Agreed, but this is the very question I'm getting at - does Flemlord want to know the quality of algorithms someone naturally comes up with, or is this just to screen out the total BS artists?

Hence my mention above of how it feels like a trick question. I really don't know whether the interviewer wants the autistic-but-informative answer or the quick of-course-I-know answer. Trying to guess what sort of answer you are seeking induces mild panic in me: I don't know you, but if your response in an interview was 'what a crap algorithm' I'd be thinking 'this guy is a bit Machiavellian...'.

I mean, I can think of a much faster way (than this) to get a given term in the fibonacci series using a loop, but this one recurses, which was what was requested - I had to quickly choose a problem domain in which to demonstrate it. Towers of Hanoi would have been more impressive, but I don't know if I could just rattle that off correctly, verbally. See what I mean?
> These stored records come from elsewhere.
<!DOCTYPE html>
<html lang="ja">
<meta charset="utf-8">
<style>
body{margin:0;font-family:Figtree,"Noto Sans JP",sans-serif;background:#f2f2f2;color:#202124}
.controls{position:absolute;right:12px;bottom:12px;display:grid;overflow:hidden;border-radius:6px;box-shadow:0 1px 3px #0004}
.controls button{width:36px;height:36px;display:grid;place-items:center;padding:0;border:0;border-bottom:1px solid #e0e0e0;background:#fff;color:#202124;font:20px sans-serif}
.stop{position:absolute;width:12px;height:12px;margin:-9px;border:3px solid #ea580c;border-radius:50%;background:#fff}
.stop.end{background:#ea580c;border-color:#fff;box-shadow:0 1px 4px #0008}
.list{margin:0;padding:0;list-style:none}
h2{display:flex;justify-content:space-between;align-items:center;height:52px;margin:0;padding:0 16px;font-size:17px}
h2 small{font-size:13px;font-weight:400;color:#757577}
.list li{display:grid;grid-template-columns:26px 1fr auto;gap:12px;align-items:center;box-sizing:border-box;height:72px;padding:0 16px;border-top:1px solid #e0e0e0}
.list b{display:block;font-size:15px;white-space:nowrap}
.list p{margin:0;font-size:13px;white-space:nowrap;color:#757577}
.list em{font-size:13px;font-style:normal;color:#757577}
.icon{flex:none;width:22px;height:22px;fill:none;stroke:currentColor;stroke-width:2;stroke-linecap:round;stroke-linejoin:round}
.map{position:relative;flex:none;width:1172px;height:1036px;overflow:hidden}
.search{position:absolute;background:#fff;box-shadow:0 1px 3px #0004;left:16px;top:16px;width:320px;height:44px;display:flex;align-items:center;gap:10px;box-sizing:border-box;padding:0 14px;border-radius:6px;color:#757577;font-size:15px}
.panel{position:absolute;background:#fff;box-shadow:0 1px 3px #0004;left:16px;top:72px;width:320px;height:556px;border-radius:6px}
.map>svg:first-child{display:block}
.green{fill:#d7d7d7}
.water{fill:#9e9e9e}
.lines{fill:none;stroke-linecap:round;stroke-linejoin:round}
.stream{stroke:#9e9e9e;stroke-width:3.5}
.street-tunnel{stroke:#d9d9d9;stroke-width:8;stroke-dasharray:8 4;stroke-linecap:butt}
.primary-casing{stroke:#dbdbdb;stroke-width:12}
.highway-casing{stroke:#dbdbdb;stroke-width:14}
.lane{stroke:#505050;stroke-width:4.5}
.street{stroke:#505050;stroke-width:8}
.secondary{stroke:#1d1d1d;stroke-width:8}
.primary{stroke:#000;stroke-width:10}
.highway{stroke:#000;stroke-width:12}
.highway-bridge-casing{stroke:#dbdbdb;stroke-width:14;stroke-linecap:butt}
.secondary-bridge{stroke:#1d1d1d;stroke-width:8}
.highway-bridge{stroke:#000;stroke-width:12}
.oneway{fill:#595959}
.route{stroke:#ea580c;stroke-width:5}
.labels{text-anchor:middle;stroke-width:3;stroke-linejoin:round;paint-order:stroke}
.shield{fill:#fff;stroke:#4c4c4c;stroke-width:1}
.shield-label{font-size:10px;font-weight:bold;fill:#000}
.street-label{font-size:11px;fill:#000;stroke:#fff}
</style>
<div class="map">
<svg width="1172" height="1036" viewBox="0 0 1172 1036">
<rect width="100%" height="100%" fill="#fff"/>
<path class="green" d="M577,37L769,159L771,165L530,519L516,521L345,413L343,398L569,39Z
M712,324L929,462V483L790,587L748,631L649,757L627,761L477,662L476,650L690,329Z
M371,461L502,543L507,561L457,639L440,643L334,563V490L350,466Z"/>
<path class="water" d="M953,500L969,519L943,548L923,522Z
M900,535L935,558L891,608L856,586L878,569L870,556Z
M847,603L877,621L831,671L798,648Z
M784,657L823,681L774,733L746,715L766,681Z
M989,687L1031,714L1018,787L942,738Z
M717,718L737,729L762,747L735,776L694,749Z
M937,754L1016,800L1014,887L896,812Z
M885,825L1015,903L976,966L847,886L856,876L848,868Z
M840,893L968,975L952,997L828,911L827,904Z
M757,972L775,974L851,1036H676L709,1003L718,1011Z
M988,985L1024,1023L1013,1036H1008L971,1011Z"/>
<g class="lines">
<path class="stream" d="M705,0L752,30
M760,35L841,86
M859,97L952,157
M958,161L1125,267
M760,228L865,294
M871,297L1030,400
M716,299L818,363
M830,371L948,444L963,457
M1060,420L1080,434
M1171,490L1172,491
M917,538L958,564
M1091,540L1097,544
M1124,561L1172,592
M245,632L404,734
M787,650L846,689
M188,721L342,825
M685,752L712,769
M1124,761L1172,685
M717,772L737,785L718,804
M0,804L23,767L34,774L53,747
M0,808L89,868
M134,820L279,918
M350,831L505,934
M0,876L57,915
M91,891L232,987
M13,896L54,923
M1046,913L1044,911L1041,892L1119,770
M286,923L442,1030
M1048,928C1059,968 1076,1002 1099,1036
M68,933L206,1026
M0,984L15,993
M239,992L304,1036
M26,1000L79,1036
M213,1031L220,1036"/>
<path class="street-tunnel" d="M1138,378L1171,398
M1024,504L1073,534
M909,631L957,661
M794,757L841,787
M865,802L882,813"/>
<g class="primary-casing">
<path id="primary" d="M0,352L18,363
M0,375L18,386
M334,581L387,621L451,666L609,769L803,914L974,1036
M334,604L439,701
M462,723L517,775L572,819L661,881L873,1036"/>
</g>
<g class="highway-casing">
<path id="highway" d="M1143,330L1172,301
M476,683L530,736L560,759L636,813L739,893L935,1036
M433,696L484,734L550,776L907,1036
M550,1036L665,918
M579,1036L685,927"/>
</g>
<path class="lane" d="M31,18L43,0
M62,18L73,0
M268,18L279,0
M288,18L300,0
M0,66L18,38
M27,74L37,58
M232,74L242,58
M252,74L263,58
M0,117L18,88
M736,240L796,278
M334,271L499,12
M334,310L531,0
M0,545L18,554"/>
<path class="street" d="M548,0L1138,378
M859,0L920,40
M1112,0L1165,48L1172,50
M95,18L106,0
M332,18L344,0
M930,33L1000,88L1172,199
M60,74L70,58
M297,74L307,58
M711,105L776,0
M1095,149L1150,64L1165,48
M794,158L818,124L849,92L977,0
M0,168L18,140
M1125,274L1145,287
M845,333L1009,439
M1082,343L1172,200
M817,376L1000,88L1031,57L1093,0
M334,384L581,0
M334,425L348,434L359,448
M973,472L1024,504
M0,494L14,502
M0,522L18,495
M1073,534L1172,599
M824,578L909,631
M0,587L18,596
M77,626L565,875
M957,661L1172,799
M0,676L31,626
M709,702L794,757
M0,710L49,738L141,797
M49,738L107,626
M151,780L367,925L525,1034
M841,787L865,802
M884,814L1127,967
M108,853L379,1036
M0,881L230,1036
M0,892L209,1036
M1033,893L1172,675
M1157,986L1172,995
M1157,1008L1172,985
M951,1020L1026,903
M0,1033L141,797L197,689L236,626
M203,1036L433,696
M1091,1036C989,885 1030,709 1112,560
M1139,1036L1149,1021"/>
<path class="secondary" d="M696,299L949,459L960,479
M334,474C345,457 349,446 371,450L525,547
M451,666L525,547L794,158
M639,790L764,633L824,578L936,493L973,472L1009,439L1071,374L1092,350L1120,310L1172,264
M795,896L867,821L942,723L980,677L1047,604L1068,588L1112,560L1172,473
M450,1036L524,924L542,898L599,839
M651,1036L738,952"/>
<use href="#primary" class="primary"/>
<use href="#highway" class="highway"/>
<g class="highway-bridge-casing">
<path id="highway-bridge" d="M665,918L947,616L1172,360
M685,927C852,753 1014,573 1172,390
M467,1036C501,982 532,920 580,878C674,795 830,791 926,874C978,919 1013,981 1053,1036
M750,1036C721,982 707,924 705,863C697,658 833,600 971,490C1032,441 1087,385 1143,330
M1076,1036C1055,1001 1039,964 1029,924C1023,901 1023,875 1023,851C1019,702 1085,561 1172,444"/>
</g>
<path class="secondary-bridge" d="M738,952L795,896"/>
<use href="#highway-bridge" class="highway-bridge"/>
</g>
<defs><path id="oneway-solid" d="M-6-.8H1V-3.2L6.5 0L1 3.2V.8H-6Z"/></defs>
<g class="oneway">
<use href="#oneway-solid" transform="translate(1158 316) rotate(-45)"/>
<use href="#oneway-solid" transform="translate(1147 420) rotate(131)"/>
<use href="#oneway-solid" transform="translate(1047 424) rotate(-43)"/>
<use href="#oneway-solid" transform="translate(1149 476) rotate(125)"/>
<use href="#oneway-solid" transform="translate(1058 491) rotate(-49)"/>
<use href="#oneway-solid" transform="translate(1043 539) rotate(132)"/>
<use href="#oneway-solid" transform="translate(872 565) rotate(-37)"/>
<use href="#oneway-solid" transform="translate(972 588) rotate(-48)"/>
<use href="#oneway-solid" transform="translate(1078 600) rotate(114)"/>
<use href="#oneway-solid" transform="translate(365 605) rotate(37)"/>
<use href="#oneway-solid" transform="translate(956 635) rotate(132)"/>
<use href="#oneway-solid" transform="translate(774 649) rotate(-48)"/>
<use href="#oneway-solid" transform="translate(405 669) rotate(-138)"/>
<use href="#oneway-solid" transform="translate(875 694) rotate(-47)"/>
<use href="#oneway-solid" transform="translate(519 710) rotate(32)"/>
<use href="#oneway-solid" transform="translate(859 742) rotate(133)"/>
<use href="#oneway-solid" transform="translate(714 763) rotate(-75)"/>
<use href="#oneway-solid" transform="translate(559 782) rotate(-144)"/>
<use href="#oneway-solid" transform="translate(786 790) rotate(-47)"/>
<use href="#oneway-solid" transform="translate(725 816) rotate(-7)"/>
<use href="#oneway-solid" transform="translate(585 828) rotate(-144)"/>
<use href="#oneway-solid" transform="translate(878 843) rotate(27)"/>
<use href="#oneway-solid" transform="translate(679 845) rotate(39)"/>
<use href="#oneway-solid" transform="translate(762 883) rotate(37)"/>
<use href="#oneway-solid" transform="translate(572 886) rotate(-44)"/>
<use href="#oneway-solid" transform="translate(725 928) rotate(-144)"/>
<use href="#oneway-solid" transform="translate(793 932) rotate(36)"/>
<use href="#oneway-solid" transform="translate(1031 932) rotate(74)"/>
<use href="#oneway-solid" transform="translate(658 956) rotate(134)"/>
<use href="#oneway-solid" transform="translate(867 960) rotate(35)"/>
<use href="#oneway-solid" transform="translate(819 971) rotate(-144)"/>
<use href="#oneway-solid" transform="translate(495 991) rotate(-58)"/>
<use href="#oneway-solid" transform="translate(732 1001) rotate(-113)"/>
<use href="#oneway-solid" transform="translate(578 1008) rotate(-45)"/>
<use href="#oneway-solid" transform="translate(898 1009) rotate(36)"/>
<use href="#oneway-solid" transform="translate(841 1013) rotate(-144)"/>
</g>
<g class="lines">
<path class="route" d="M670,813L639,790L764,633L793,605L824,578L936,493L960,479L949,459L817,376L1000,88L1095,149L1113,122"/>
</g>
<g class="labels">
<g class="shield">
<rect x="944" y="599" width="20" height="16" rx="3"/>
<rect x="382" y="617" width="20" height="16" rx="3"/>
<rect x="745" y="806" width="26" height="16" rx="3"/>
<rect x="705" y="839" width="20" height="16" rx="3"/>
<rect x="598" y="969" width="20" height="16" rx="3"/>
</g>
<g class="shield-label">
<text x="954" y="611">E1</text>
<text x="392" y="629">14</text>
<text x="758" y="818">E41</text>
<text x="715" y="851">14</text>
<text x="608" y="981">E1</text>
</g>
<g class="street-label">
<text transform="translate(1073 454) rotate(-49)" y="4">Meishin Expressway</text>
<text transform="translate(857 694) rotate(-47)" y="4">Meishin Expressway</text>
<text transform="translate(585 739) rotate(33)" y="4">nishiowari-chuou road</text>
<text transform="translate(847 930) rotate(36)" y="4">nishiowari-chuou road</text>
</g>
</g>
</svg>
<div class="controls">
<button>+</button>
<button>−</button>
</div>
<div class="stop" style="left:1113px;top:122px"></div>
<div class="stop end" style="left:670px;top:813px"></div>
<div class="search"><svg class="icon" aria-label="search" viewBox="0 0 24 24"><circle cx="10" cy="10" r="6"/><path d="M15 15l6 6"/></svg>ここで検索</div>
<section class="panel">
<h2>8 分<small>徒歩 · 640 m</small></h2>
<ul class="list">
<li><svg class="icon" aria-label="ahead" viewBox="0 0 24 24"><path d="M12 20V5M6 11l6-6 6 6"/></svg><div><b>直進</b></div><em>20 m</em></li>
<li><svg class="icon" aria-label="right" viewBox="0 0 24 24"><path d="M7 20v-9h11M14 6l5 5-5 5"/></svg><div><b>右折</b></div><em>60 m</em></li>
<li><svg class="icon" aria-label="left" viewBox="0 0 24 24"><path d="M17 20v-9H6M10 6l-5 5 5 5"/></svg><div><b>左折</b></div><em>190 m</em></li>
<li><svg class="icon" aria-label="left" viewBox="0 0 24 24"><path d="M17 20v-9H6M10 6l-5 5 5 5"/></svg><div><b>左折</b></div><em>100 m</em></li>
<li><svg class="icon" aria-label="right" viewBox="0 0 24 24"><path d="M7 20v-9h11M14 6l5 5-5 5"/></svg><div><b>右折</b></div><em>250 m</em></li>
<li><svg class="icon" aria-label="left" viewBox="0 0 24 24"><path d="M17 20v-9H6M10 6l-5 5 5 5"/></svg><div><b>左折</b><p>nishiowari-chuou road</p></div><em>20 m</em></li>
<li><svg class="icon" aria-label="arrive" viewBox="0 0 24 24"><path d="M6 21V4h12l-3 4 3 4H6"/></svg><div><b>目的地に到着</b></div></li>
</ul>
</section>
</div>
If I was interviewing you (I've never interviewed anyone) and you gave that fibonacci algorithm, I would probably say, "Hmm, and how does that algorithm perform? Can you think of a better one?" If you said "its performance is crap, storing the previous two results and using iteration is better", I'd be happy. If you said "exponential" and "linear" instead of "crap" and "better" you'd get bonus points. Volunteering that information at the outset would get more bonus points because it shows that you really care and that you don't even feel comfortable writing down an exponential-time algorithm without loudly warning everybody they shouldn't use it.
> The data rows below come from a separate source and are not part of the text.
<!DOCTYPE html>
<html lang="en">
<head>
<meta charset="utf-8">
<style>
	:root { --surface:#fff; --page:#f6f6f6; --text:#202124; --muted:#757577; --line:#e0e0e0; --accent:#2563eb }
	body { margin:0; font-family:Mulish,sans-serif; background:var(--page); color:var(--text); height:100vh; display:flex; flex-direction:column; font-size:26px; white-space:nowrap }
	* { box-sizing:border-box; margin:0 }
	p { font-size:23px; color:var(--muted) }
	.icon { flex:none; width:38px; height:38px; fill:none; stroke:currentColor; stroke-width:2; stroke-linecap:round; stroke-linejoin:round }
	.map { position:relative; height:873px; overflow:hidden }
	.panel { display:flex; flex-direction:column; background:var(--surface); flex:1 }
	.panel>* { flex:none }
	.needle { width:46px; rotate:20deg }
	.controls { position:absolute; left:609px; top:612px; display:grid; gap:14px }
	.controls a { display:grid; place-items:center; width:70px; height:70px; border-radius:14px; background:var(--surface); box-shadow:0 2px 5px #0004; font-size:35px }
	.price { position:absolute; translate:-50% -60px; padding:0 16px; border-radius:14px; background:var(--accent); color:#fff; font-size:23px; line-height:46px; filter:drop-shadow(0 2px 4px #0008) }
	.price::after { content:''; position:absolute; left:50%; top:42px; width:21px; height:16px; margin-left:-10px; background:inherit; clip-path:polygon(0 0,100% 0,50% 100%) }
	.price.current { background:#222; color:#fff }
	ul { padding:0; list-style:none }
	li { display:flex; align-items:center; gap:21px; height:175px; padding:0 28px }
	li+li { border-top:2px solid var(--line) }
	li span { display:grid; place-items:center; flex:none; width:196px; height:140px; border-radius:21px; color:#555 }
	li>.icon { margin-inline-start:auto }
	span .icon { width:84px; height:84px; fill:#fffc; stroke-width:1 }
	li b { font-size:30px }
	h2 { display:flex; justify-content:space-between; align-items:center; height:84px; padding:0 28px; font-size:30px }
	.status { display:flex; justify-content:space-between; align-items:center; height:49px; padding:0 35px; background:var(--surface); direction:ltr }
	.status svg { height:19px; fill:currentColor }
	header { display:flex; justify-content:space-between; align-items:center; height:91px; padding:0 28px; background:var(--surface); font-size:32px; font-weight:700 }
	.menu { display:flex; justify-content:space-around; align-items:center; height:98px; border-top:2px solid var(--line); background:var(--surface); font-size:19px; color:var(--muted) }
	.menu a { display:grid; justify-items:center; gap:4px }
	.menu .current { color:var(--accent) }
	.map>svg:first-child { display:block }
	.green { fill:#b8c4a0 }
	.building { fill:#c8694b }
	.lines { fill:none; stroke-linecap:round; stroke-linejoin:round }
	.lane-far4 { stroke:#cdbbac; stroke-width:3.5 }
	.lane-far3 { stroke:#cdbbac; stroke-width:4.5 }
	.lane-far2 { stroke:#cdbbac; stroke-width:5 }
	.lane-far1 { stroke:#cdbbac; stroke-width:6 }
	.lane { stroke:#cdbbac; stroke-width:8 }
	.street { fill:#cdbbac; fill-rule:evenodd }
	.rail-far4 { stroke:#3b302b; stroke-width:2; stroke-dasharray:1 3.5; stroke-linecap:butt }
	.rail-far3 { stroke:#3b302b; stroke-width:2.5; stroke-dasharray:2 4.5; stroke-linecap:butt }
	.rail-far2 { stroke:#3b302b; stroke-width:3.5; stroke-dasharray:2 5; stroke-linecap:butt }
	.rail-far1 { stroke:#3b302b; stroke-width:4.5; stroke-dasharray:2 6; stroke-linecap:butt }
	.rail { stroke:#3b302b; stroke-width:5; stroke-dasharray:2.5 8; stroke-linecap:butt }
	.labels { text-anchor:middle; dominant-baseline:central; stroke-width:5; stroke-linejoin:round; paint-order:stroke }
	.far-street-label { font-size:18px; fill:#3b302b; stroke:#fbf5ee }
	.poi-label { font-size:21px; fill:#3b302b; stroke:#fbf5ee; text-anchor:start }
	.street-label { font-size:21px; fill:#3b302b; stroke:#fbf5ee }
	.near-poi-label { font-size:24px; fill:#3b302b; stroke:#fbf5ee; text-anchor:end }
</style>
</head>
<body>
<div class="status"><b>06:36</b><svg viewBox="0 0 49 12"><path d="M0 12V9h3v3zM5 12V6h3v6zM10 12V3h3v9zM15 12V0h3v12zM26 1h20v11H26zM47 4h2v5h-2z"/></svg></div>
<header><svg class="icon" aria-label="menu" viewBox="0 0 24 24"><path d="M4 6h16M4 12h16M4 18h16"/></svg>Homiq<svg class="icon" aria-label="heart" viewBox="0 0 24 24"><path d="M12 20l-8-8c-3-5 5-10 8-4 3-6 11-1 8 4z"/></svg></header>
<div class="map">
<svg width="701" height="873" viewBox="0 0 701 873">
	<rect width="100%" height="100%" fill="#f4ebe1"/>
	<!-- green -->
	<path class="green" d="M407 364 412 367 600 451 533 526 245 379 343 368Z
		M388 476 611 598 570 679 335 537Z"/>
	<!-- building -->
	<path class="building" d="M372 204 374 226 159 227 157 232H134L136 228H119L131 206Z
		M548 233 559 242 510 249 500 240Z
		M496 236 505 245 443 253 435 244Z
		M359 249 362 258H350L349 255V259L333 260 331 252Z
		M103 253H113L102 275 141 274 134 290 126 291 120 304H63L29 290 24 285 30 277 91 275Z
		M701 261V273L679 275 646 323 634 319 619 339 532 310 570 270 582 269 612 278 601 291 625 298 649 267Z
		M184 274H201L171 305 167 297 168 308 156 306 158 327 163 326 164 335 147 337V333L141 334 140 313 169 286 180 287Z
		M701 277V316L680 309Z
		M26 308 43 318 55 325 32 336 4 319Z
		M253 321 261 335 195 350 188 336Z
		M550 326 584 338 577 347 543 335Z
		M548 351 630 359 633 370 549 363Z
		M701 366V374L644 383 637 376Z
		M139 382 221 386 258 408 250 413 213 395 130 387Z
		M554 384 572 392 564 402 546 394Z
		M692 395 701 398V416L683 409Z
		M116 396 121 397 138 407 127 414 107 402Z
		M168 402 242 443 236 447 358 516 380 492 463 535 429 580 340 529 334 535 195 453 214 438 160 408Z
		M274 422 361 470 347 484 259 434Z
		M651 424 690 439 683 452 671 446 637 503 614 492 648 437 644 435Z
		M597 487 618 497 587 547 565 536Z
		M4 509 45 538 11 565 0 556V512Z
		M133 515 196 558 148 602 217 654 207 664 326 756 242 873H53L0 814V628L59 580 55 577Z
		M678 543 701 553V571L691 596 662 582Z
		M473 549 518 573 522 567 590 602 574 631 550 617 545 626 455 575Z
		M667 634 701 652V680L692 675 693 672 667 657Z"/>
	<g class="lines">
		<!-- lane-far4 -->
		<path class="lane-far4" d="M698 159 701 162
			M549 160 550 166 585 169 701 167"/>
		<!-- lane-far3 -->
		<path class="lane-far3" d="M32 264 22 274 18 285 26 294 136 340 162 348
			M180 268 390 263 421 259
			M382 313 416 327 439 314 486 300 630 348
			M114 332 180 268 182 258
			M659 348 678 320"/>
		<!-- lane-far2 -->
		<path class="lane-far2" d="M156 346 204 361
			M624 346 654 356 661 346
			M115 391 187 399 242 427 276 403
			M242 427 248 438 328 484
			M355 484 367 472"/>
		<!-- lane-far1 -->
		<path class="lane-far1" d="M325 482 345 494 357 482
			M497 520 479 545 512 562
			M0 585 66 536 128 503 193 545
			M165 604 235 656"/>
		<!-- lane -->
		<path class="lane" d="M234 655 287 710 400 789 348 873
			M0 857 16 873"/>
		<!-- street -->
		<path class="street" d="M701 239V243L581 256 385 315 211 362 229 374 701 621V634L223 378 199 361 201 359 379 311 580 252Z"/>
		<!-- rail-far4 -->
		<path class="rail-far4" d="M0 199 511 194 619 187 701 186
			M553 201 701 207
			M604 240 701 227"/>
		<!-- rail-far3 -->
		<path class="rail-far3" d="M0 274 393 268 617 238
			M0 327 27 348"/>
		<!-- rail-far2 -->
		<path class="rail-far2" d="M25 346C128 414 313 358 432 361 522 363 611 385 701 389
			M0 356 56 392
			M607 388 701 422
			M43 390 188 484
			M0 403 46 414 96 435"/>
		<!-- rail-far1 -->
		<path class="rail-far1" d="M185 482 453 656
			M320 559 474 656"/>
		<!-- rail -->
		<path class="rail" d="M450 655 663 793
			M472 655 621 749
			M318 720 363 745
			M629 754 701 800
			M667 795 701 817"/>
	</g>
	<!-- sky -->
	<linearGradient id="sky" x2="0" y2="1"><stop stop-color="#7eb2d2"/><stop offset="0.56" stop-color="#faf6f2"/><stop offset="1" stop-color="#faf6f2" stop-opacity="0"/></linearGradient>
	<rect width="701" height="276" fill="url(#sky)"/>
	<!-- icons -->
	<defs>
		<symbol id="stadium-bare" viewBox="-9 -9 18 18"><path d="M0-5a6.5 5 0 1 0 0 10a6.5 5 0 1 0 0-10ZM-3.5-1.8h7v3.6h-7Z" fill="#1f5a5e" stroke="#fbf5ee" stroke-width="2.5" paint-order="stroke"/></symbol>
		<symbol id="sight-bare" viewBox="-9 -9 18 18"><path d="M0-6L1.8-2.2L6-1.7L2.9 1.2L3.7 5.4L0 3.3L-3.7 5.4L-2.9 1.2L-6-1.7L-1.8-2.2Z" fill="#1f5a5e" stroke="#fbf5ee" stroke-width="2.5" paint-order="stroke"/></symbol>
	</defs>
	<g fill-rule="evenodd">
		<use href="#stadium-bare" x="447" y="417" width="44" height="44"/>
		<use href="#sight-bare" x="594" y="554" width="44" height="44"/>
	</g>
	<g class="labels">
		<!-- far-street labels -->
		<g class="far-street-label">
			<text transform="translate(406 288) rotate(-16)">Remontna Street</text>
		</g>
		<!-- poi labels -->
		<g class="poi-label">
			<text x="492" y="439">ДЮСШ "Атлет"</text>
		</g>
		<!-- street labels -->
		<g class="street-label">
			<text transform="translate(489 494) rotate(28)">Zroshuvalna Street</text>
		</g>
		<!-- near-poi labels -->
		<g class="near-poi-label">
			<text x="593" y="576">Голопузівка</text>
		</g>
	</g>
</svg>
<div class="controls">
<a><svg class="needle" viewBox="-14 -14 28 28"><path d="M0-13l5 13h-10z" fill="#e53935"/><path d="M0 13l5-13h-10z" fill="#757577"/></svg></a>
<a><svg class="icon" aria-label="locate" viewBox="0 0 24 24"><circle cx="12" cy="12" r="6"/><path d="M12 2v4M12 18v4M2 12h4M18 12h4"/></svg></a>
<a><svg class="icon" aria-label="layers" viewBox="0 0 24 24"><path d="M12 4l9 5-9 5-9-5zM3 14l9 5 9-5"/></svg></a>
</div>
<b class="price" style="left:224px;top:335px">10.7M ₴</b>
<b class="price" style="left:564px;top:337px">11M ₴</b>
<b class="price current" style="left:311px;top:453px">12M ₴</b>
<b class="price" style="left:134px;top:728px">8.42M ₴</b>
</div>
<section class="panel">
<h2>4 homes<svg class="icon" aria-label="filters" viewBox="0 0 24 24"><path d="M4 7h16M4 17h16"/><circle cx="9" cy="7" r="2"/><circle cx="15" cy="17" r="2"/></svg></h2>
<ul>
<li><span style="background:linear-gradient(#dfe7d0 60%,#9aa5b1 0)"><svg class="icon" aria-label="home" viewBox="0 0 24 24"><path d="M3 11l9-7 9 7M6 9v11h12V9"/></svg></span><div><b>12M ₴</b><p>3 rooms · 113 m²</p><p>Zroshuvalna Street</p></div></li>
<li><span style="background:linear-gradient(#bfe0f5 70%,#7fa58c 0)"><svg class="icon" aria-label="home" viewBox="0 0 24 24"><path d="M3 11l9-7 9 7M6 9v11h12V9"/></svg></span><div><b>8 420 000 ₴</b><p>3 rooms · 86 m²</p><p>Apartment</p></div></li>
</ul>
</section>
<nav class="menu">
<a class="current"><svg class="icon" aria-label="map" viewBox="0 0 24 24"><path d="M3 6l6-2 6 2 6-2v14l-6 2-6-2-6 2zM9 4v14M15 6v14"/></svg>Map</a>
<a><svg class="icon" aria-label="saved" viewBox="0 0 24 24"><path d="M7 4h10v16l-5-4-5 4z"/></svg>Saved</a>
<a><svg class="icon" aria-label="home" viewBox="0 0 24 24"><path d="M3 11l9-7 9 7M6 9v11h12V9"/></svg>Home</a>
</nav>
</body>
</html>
The standard interview question is "write a function to solve this problem which has an elegant recursive solution", not "think of a recursive function". But if you do want to think of a recursive function, try factorial.

    int fctl(int n){ return ( (n = 1) ? n : n * fctl(n)); }
(Don't use that code in an interview. It's questionable style for C, and the ternary operator is scary to people.)

I was asked to write a fibonacci function once, and I actually said, "you can do this recursively but the performance is awful" and wrote an iterative solution.

The point of an interview is for you to show off. If you start going on and on and on and on about unnecessary details the interviewer might stop you, but if you launch into a talk about the space and time properties of recursion vs. iteration and show some judgment for how to use recursion and how not to use recursion, then I know how knowledgeable you are.


Dammit, I made a syntax error. The factorial function in C should be

    int fctl(int n){ return ( (n == 1) ? n : n * fctl(n)); }


(n-1) for the recursive call. God, I'm failing this interview.


Heh. Our actual interview question is similar but we ask them to add instead of multiply. We ask them to add up all positive whole numbers equal to or less than x. Good developers (who make it to the next round) bang out the answer in literally 30 seconds. Ok developers (who still make it to the next round) usually struggle for a while, maybe implementing it non-recursively first. The other 70% just type nonsense until I cut them off after 15 minutes.

If somebody makes a mistake I tell them and give them hints until they fix it. Well... it depends on the magnitude of the mistake I suppose. If they're not even in the right ballpark I keep my mouth shut.


Thanks for your considered and interesting reply. I agree that a discussion is much more informative (for both parties) than a rapid-reaction test, but with the rise of a speed-dating approach to business in recent years it's hard to know what people are looking for, sometimes.


Your better employers will thoughtfully talk with you though, and this is a good way for you to pick a good employer. That's an unseasonably optimistic attitude during this recession though.